I know I’m in trouble. I know I damn near asked for this. And even though I didn’t plan on getting in trouble, I did want to rattle him a little. Remind him that he isn’t omnipotent like he thinks he is.

But I decided I would handle whatever he did to me for the sake of showing him he doesn’t own me.

I wonder, though, if my plan was faulty. The imbalance of power between the two of us is nearly laughable.

As we walk hand in hand, staff parts and nearly hides, walking as far away from us as they can get. Two stern, uniformed guards wait for his signal, and when he nods—a sharp jerk of his head—they flee as well.

If I could, would I?

Or would I rather face the tempest and know what I’m dealing with?

We don’t walk toward the Great Hall but to the front of the house, and I stifle a sigh of relief. I’ve spent time in the cold, dark dungeon, just like a medieval torture chamber, that’s still fully functional and reserved for what one might call special occasions. Angelina’s visited there herself and told me it’s at the back of The Castle, so we’d have to walk toward the courtyard and kitchen.

Tavi hides his anger well, but I know by the way his nostrils flare and his grip on my hand that he’s furious. I’m not surprised.

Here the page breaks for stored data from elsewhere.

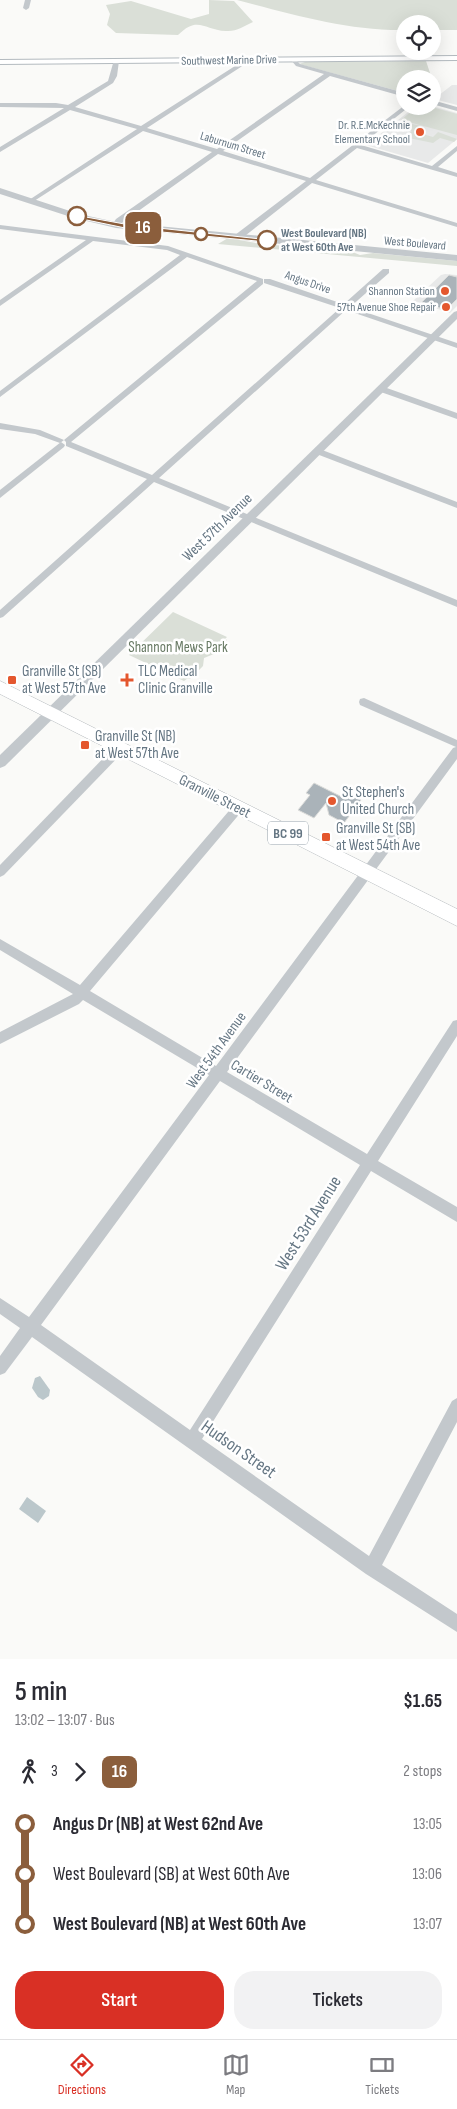 <!DOCTYPE html>
<html lang="en">
<head>
<meta charset="utf-8">
<style>
	body { margin:0; font-family:"Sofia Sans Condensed",sans-serif; background:#f2f2f3; color:#2b2b33; height:100vh; display:flex; flex-direction:column; font-size:19px; white-space:nowrap }
	* { box-sizing:border-box; margin:0 }
	p { font-size:16px; color:#7c7c81 }
	.icon { flex:none; width:28px; height:28px; fill:none; stroke:currentColor; stroke-width:2; stroke-linecap:round; stroke-linejoin:round }
	.map { position:relative; height:1659px; overflow:hidden }
	.drawer { display:flex; flex-direction:column; background:#fff; flex:1 }
	.drawer>* { flex:none }
	.badge { padding:0 10px; border-radius:8px; font-size:18px; line-height:32px }
	.fabs { position:absolute; left:396px; top:15px; display:grid; gap:10px }
	.fabs a { display:grid; place-items:center; width:45px; height:45px; border-radius:50%; background:#fff; box-shadow:0 5px 20px #0002; font-size:25px }
	.map>.badge { position:absolute; translate:-50% -50%; box-shadow:0 0 0 2px #fff }
	.legs { display:flex; align-items:center; gap:8px; height:55px; padding:0 15px; font-size:16px }
	.legs p { margin-inline-start:auto }
	.overview { display:flex; align-items:center; justify-content:space-between; height:85px; padding:0 15px }
	h1 { font-size:28px; font-weight:600; line-height:38px }
	.cta { display:flex; gap:10px; margin-top:auto; padding:10px 15px }
	.cta a { flex:1; height:58px; border-radius:20px; background:#d93025; color:#fff; font-size:20px; font-weight:600; line-height:58px; text-align:center }
	.cta a+a { background:#f2f2f3; color:#2b2b33 }
	ul { padding:0 15px; list-style:none }
	li { display:flex; align-items:center; gap:18px; height:50px; font-size:19px }
	li i { display:grid; place-items:center; width:8px; height:100%; margin:0 6px; background:currentColor }
	li i::after { content:''; width:12px; height:12px; margin:-6px; border:4px solid; border-radius:50%; background:#fff }
	li p { margin-inline-start:auto }
	li:first-child i { background:linear-gradient(#0000 50%,currentColor 0) }
	li:last-child i { background:linear-gradient(currentColor 50%,#0000 0) }
	.dock { display:flex; justify-content:space-around; align-items:center; height:70px; border-top:1px solid #e1e1e2; background:#fff; font-size:14px; color:#7c7c81 }
	.dock a { display:grid; justify-items:center; gap:2px }
	.dock .on { color:#d93025 }
	.map>svg:first-child { display:block }
	.built { fill:#e8e9e9 }
	.green { fill:#dadfd7 }
	.water { fill:#bbc7cb }
	.building { fill:#aab3b9; stroke:#dcdcda }
	.lines { fill:none; stroke-linecap:round; stroke-linejoin:round }
	.secondary-casing { stroke:#b3babf; stroke-width:2 }
	.trunk-casing { stroke:#b4b9bd; stroke-width:1 }
	.minor { fill:#c3c8cc; fill-rule:evenodd }
	.tertiary { fill:#c3c8cc; fill-rule:evenodd }
	.secondary { fill:#fff; fill-rule:evenodd }
	.trunk { fill:#fff; fill-rule:evenodd }
	.line-1 { fill:#8b5e3c; stroke:#fff }
	.poi-dot { fill:#e4572e; stroke:#fff; stroke-width:2 }
	.stop-1-dot { fill:#fff; stroke:#8b5e3c; stroke-width:2.5 }
	.labels { text-anchor:middle; stroke-width:5; stroke-linejoin:round; paint-order:stroke }
	.far-street-label { font-size:12px; fill:#657683; stroke:#fff }
	.far-poi-label { font-size:12px; fill:#657683; stroke:#fff; text-anchor:end }
	.far-stop-label { font-size:12px; font-weight:bold; fill:#657683; stroke:#fff; text-anchor:start }
	.shield { fill:#fff; stroke:#939fa8; stroke-width:1 }
	.shield-label { font-size:14px; font-weight:bold; fill:#657683 }
	.street-label { font-size:15px; fill:#657683; stroke:#fff }
	.park-label { font-size:15px; fill:#687a64; stroke:#fff }
	.poi-label { font-size:15px; fill:#657683; stroke:#fff; text-anchor:start }
	.near-street-label { font-size:18px; fill:#657683; stroke:#fff }
</style>
</head>
<body>
<div class="map">
<svg width="457" height="1659" viewBox="0 0 457 1659">
	<rect width="100%" height="100%" fill="#fafaf8"/>
	<!-- built -->
	<g class="built">
		<polygon points="452,85 457,85 457,105 434,99"/>
		<polygon points="416,106 432,106 457,113 457,139 428,163 366,145"/>
		<polygon points="445,274 457,275 457,306 450,313 413,301 441,275"/>
	</g>
	<!-- green -->
	<g class="green">
		<path d="M 209,0 L 234,1 L 253,22 C 244,26 236,32 226,31 C 204,30 198,15 178,35 L 116,33 L 107,25 L 110,14 L 106,5 L 131,1 L 191,19 L 209,14 Z"/>
		<path d="M 237,0 L 457,0 L 457,30 L 433,30 L 432,24 L 405,24 L 405,30 C 348,31 291,14 237,0 Z"/>
		<polygon points="426,61 432,79 405,79 405,93 299,64 305,62"/>
		<polygon points="418,106 428,106 457,114 457,135 401,120"/>
		<polygon points="404,122 421,126 415,132 433,137 438,132 457,139 454,142 440,138 433,143 404,137 412,131 398,126"/>
		<polygon points="228,238 261,244 350,251 360,255 373,253 457,261 457,266 218,244"/>
		<polygon points="173,612 227,637 225,639 227,640 214,654 204,658 203,666 190,679 188,678 184,681 129,655"/>
	</g>
	<!-- water -->
	<g class="water">
		<polygon points="40,1376 50,1390 49,1396 43,1400 38,1397 32,1388 35,1378"/>
		<polygon points="27,1497 46,1511 38,1523 19,1509"/>
	</g>
	<!-- building -->
	<g class="building">
		<polygon points="449,275 457,277 457,299 446,310 422,302"/>
		<polygon points="314,783 344,798 348,793 361,800 344,823 329,815 326,803 314,818 298,810 310,795 306,793"/>
	</g>
	<g class="lines">
		<defs>
			<polygon id="secondary" points="457,56 457,60 0,64 0,60"/>
			<polygon id="trunk" points="0,681 457,909 457,926 0,694"/>
		</defs>
		<!-- secondary casing -->
		<use href="#secondary" class="secondary-casing"/>
		<!-- trunk casing -->
		<use href="#trunk" class="trunk-casing"/>
		<!-- minor -->
		<g class="minor">
			<polygon points="25,0 31,0 29,8 26,10 23,8"/>
			<polygon points="294,58 300,64 405,93 405,97 330,76 223,151 310,178 405,105 405,106 410,106 361,145 432,166 457,146 457,151 438,167 457,173 457,177 357,148 316,180 457,223 457,227 312,183 241,239 235,239 235,235 306,181 218,154 116,227 112,225 116,219 212,152 143,131 31,203 29,202 29,200 137,129 70,110 0,152 0,147 64,108 0,107 0,103 56,103 68,105 108,81 114,60 119,61 117,76 113,83 75,107 141,126 246,59 250,59 250,61 147,128 217,149 324,74 296,66 291,60"/>
			<polygon points="432,100 457,107 457,111 432,104"/>
			<polygon points="0,225 168,246 263,279 263,284 71,442 152,475 340,308 264,283 264,279 270,279 343,304 342,308 345,309 347,307 344,305 345,303 383,269 389,269 389,273 350,307 457,343 457,348 346,310 159,478 457,600 457,607 154,482 3,617 0,618 0,610 147,479 66,446 66,442 64,440 60,443 35,434 0,429 0,423 40,430 64,440 257,281 187,257 0,397 0,391 180,255 167,250 93,241 0,306 0,300 86,240 0,229"/>
			<polygon points="378,387 384,387 457,413 457,419 378,391"/>
			<polygon points="61,442 65,445 64,447 0,498 0,490"/>
			<polygon points="317,448 457,502 457,508 314,453 313,451"/>
			<path d="M 364,698 L 457,740 L 457,759 L 227,1072 L 367,1154 L 453,1021 L 457,1020 L 457,1036 L 378,1161 L 457,1207 L 457,1222 L 371,1171 L 202,1439 L 369,1556 L 452,1401 L 457,1398 L 457,1422 L 382,1565 L 457,1614 L 457,1632 L 366,1574 L 32,1337 L 5,1373 L 0,1375 L 0,1356 L 20,1328 L 0,1314 L 0,1298 L 29,1317 L 209,1075 L 83,1000 L 79,1004 L 0,1044 L 0,1032 L 73,994 L 0,950 L 0,939 L 80,985 L 234,805 L 242,805 L 244,808 L 242,811 L 90,991 L 216,1066 L 453,748 L 456,747 L 360,705 L 359,702 L 360,699 ZM 220,1081 L 360,1165 L 190,1430 L 41,1325 Z"/>
			<polygon points="120,744 124,745 125,748 124,751 4,875 0,877 0,865 116,745"/>
		</g>
		<!-- tertiary -->
		<g class="tertiary">
			<polygon points="0,188 79,214 116,222 457,255 457,261 116,228 74,218 0,194"/>
			<polygon points="457,311 457,319 5,766 0,768 0,755 454,312"/>
		</g>
		<!-- secondary -->
		<use href="#secondary" class="secondary"/>
		<!-- trunk -->
		<use href="#trunk" class="trunk"/>
	</g>
	<!-- line-1 -->
	<polygon class="line-1" points="75,215 130,225 270,240 267,242 130,229 77,218"/>
	<!-- markers -->
	<g class="poi-dot">
		<circle cx="420" cy="132" r="5"/>
		<circle cx="445" cy="291" r="5"/>
		<circle cx="446" cy="307" r="5"/>
		<rect x="7" y="675" width="10" height="10" rx="2.5"/>
		<path d="M124.5 672.5h5v5h5v5h-5v5h-5v-5h-5v-5h5z"/>
		<rect x="80" y="740" width="10" height="10" rx="2.5"/>
		<circle cx="332" cy="801" r="5"/>
		<rect x="321" y="832" width="10" height="10" rx="2.5"/>
	</g>
	<g class="stop-1-dot">
		<circle cx="77" cy="216" r="9"/>
		<circle cx="201" cy="234" r="6"/>
		<circle cx="267" cy="240" r="9"/>
	</g>
	<g class="labels">
		<!-- far-street labels -->
		<g class="far-street-label">
			<text transform="translate(229 60) rotate(-1)" y="4">Southwest Marine Drive</text>
			<text transform="translate(233 145) rotate(17)" y="4">Laburnum Street</text>
			<text transform="translate(415 243) rotate(5)" y="4">West Boulevard</text>
			<text transform="translate(308 282) rotate(19)" y="4">Angus Drive</text>
		</g>
		<!-- far-poi labels -->
		<g class="far-poi-label">
			<text x="410" y="129">Dr. R.E.McKechnie<tspan x="410" dy="14">Elementary School</tspan></text>
			<text x="435" y="295">Shannon Station</text>
			<text x="436" y="311">57th Avenue Shoe Repair</text>
		</g>
		<!-- far-stop labels -->
		<g class="far-stop-label">
			<text x="281" y="237">West Boulevard (NB)<tspan x="281" dy="14">at West 60th Ave</tspan></text>
		</g>
		<!-- shield labels -->
		<rect class="shield" x="268" y="821.5" width="40" height="23" rx="4"/>
		<g class="shield-label">
			<text x="288" y="838">BC 99</text>
		</g>
		<!-- street labels -->
		<g class="street-label">
			<text transform="translate(217 527) rotate(-44)" y="5">West 57th Avenue</text>
			<text transform="translate(215 796) rotate(27)" y="5">Granville Street</text>
			<text transform="translate(216 1050) rotate(-54)" y="5">West 54th Avenue</text>
			<text transform="translate(262 1081) rotate(31)" y="5">Cartier Street</text>
		</g>
		<!-- park labels -->
		<g class="park-label">
			<text x="178" y="652">Shannon Mews Park</text>
		</g>
		<!-- poi labels -->
		<g class="poi-label">
			<text x="22" y="676">Granville St (SB)<tspan x="22" dy="17">at West 57th Ave</tspan></text>
			<text x="138" y="676">TLC Medical<tspan x="138" dy="17">Clinic Granville</tspan></text>
			<text x="95" y="741">Granville St (NB)<tspan x="95" dy="17">at West 57th Ave</tspan></text>
			<text x="342" y="797">St Stephen's<tspan x="342" dy="17">United Church</tspan></text>
			<text x="336" y="833">Granville St (SB)<tspan x="336" dy="17">at West 54th Ave</tspan></text>
		</g>
		<!-- near-street labels -->
		<g class="near-street-label">
			<text transform="translate(308 1223) rotate(-58)" y="6">West 53rd Avenue</text>
			<text transform="translate(239 1449) rotate(35)" y="6">Hudson Street</text>
		</g>
	</g>
</svg>
<div class="fabs">
<a><svg class="icon" aria-label="locate" viewBox="0 0 24 24"><circle cx="12" cy="12" r="6"/><path d="M12 2v4M12 18v4M2 12h4M18 12h4"/></svg></a>
<a><svg class="icon" aria-label="layers" viewBox="0 0 24 24"><path d="M12 4l9 5-9 5-9-5zM3 14l9 5 9-5"/></svg></a>
</div>
<b class="badge" style="left:143px;top:228px;background:#8b5e3c;color:#fff">16</b>
</div>
<section class="drawer">
<div class="overview"><div><h1>5 min</h1><p>13:02 – 13:07 · Bus</p></div><b>$1.65</b></div>
<div class="legs"><svg class="icon" aria-label="walk" viewBox="0 0 24 24"><circle cx="13" cy="4" r="2"/><path d="M13 8l-2 6 4 7M11 14l-3 7M7 12l3-4h3l4 4"/></svg>3<svg class="icon" aria-label="forward" viewBox="0 0 24 24"><path d="M9 5l7 7-7 7"/></svg><b class="badge" style="background:#8b5e3c;color:#fff">16</b><p>2 stops</p></div>
<ul>
<li><i style="color:#8b5e3c"></i><b>Angus Dr (NB) at West 62nd Ave</b><p>13:05</p></li>
<li><i style="color:#8b5e3c"></i><span>West Boulevard (SB) at West 60th Ave</span><p>13:06</p></li>
<li><i style="color:#8b5e3c"></i><b>West Boulevard (NB) at West 60th Ave</b><p>13:07</p></li>
</ul>
<div class="cta"><a>Start</a><a>Tickets</a></div>
</section>
<nav class="dock">
<a class="on"><svg class="icon" aria-label="directions" viewBox="0 0 24 24"><path d="M12 3l9 9-9 9-9-9zM9 14v-3h6M13 9l2 2-2 2"/></svg>Directions</a>
<a><svg class="icon" aria-label="map" viewBox="0 0 24 24"><path d="M3 6l6-2 6 2 6-2v14l-6 2-6-2-6 2zM9 4v14M15 6v14"/></svg>Map</a>
<a><svg class="icon" aria-label="tickets" viewBox="0 0 24 24"><path d="M3 7h18v10H3zM15 7v10"/></svg>Tickets</a>
</nav>
</body>
</html>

From the coat room, we walk toward the lobby and reception room and the large, ornate main entrance where Tosca greets her guests. Here, in the main entry hall, there’s a spiral staircase that takes us to the second floor.

Each of the men in the inner circle of The Family has private chambers on the second floor. Though they all have homes elsewhere as well—Boston, Tuscany, and a few other places—all call The Castle their home.

I’ve never been to his private chambers.

I’m going to be married to this man. We’re going to take vows in four weeks. I’m going to spend the rest of my life with him, and I’ve never even seen the inside of his room.

The irony isn’t lost on me.

It’s no surprise, though. We don’t have a relationship. I’m only a check mark on a list of to-dos for him—no more, no less.